Saved entries:
- - -

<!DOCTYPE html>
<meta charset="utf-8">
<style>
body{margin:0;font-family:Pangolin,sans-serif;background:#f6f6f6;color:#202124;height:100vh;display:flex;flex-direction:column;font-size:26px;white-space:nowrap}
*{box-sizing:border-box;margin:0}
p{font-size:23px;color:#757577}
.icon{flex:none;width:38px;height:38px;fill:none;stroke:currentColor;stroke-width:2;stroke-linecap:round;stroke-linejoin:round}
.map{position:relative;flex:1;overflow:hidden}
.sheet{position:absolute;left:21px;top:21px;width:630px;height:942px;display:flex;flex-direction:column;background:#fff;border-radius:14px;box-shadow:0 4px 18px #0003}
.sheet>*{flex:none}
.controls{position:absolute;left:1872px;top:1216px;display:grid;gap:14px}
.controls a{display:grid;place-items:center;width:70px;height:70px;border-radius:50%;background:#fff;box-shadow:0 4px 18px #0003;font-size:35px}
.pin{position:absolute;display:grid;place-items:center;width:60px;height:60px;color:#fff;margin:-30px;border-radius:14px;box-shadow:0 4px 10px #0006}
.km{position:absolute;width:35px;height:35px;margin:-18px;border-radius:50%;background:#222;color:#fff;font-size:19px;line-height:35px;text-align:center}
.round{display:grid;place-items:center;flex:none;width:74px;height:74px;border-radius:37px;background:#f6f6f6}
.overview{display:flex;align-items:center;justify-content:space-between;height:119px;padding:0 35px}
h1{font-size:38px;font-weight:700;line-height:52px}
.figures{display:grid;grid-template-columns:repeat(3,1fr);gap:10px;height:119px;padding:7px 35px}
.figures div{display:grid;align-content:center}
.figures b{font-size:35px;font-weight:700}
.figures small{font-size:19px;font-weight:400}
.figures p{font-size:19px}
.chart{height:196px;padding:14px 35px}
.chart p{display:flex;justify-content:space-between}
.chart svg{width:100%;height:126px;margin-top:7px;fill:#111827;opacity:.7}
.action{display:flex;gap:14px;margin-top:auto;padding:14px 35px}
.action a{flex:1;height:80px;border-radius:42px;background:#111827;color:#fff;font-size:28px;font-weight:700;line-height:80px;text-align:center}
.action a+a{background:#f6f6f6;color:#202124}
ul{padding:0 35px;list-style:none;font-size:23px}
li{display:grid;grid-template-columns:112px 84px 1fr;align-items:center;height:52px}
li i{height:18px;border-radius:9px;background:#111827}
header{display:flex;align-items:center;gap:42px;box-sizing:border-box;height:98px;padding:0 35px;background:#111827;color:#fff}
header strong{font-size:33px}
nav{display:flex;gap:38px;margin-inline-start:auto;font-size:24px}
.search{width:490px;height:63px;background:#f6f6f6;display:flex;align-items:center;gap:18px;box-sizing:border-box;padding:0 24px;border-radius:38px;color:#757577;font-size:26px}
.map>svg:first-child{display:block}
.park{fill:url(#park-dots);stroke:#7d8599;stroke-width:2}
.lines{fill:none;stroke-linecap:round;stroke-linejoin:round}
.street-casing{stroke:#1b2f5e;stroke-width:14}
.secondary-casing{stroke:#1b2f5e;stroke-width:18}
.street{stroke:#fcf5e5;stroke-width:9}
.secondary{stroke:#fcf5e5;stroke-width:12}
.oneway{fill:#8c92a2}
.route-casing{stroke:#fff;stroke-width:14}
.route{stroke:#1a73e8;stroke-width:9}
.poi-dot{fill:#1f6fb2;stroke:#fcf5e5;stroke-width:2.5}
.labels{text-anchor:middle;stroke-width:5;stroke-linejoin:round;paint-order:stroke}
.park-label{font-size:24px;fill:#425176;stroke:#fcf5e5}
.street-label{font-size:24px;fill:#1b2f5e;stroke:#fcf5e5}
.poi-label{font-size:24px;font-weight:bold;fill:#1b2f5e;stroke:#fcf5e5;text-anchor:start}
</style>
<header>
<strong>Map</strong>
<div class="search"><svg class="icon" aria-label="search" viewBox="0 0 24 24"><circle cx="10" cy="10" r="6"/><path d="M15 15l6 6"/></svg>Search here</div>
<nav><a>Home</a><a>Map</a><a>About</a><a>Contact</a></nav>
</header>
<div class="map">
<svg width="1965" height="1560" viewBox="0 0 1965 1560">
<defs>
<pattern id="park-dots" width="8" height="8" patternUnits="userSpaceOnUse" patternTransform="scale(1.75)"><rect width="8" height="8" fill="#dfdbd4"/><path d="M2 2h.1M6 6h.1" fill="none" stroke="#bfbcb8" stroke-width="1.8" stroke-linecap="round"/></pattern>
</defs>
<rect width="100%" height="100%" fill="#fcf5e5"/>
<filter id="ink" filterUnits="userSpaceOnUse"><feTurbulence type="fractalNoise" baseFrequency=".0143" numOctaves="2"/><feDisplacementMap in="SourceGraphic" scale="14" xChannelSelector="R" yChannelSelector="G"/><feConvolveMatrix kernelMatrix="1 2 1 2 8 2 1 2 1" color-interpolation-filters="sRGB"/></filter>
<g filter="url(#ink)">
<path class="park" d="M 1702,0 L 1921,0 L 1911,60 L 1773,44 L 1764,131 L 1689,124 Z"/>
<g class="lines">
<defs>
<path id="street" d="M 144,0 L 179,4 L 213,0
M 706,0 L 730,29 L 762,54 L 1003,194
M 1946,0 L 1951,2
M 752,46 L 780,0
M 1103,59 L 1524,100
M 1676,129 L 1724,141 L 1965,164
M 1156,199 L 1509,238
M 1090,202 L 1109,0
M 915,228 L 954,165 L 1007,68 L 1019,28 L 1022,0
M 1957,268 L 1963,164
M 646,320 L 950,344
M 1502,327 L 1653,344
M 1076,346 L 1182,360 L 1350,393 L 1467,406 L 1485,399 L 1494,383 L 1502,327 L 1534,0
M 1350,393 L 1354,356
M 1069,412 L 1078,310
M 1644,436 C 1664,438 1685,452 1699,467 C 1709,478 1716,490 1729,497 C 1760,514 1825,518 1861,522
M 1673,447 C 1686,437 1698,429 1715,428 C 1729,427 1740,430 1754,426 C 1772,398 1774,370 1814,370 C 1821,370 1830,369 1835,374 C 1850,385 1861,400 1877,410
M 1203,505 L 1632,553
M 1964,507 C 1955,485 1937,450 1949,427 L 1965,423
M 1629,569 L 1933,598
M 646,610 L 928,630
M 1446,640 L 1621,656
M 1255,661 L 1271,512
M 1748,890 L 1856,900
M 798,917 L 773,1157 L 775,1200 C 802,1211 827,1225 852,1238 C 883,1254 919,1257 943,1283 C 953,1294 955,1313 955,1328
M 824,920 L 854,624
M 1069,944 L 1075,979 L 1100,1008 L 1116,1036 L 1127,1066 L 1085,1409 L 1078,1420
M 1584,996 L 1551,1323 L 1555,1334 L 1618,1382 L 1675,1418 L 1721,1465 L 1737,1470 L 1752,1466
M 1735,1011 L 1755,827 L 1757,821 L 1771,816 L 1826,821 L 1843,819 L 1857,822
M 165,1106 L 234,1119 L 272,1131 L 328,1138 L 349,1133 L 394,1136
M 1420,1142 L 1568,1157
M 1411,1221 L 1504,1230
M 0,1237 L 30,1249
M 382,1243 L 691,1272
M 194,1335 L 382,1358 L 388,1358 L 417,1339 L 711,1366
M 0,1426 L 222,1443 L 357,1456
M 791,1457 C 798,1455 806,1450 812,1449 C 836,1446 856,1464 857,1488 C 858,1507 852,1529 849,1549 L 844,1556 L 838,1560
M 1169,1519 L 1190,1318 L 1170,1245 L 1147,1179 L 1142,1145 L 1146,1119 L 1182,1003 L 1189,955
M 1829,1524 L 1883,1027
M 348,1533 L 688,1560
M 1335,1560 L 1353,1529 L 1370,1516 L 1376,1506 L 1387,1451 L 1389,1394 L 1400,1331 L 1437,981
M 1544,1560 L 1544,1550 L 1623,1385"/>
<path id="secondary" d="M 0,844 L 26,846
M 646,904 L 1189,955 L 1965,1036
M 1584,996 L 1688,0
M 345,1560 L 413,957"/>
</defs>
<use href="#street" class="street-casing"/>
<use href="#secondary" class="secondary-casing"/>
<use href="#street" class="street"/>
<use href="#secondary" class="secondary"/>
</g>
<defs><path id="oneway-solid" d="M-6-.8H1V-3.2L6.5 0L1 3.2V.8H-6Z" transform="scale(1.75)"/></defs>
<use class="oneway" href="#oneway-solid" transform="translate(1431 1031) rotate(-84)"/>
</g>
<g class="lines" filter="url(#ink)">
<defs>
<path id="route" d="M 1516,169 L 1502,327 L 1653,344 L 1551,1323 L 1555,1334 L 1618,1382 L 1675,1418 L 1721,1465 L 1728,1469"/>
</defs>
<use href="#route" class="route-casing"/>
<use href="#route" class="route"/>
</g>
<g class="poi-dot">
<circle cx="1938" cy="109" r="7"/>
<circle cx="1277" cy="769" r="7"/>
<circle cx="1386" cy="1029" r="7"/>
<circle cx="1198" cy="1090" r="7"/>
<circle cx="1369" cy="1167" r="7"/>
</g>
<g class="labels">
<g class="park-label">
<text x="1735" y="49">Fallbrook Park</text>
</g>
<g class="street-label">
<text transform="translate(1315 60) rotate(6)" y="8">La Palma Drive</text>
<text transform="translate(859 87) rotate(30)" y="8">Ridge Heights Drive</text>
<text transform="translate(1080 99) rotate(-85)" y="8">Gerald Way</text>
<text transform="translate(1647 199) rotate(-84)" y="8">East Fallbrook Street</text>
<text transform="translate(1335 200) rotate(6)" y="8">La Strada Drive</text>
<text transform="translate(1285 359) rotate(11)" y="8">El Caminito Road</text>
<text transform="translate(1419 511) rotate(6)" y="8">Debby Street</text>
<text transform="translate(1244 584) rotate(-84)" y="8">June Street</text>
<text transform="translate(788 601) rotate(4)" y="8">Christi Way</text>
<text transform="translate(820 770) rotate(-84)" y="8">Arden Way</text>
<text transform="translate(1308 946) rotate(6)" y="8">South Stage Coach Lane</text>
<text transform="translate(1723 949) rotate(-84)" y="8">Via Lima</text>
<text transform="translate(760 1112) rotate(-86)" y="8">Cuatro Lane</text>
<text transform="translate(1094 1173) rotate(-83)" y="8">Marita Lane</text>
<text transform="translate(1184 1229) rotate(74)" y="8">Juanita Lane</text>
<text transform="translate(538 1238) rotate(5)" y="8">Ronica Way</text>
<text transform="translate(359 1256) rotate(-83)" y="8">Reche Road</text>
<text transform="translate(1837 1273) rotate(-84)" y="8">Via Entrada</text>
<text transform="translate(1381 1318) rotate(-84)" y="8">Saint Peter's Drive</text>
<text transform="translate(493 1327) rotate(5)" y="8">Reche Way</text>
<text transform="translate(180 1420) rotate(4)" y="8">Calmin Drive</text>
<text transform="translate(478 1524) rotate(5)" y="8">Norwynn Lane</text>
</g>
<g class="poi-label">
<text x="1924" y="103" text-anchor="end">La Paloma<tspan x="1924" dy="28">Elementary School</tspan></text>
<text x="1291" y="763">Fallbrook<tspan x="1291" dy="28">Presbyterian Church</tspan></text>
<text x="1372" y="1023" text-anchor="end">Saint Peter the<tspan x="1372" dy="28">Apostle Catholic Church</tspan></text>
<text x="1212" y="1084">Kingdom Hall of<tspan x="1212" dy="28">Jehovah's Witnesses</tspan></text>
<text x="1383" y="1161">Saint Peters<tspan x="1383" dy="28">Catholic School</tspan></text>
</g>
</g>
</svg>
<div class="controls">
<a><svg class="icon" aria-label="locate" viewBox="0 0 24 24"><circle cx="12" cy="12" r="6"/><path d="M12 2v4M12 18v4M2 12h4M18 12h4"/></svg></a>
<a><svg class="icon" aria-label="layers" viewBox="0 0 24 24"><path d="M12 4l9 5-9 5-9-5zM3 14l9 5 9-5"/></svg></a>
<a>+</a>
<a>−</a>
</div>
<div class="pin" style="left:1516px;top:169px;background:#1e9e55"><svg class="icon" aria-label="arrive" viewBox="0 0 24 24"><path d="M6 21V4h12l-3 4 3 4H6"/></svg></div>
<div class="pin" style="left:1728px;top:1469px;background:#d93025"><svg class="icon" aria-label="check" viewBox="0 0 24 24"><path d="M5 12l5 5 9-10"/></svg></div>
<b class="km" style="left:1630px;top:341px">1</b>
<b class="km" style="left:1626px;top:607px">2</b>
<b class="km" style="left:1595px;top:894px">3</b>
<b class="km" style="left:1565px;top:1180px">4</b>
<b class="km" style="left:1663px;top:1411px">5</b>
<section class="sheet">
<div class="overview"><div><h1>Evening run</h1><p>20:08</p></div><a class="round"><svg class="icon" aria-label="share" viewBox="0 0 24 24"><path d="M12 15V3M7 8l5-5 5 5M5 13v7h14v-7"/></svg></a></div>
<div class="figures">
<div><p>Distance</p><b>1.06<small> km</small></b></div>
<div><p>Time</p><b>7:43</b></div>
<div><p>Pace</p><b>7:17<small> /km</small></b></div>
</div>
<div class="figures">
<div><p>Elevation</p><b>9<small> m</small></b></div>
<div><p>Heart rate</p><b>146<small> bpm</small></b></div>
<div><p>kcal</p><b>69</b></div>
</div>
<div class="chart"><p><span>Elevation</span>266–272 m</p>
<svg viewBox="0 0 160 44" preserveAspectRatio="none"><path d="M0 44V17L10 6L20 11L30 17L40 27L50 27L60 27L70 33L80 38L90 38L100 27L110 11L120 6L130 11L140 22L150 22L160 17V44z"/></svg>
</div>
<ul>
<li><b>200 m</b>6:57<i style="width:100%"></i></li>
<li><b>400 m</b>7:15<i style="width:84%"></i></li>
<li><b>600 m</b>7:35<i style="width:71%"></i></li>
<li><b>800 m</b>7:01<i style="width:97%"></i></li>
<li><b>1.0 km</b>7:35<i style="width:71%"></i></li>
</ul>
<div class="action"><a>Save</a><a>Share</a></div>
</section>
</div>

- - -

Using the records above, restate word for word the lines from the one with "M 1957,268 L 1963,164" through the one with "M 1644,436 C", both included.

M 1957,268 L 1963,164
M 646,320 L 950,344
M 1502,327 L 1653,344
M 1076,346 L 1182,360 L 1350,393 L 1467,406 L 1485,399 L 1494,383 L 1502,327 L 1534,0
M 1350,393 L 1354,356
M 1069,412 L 1078,310
M 1644,436 C 1664,438 1685,452 1699,467 C 1709,478 1716,490 1729,497 C 1760,514 1825,518 1861,522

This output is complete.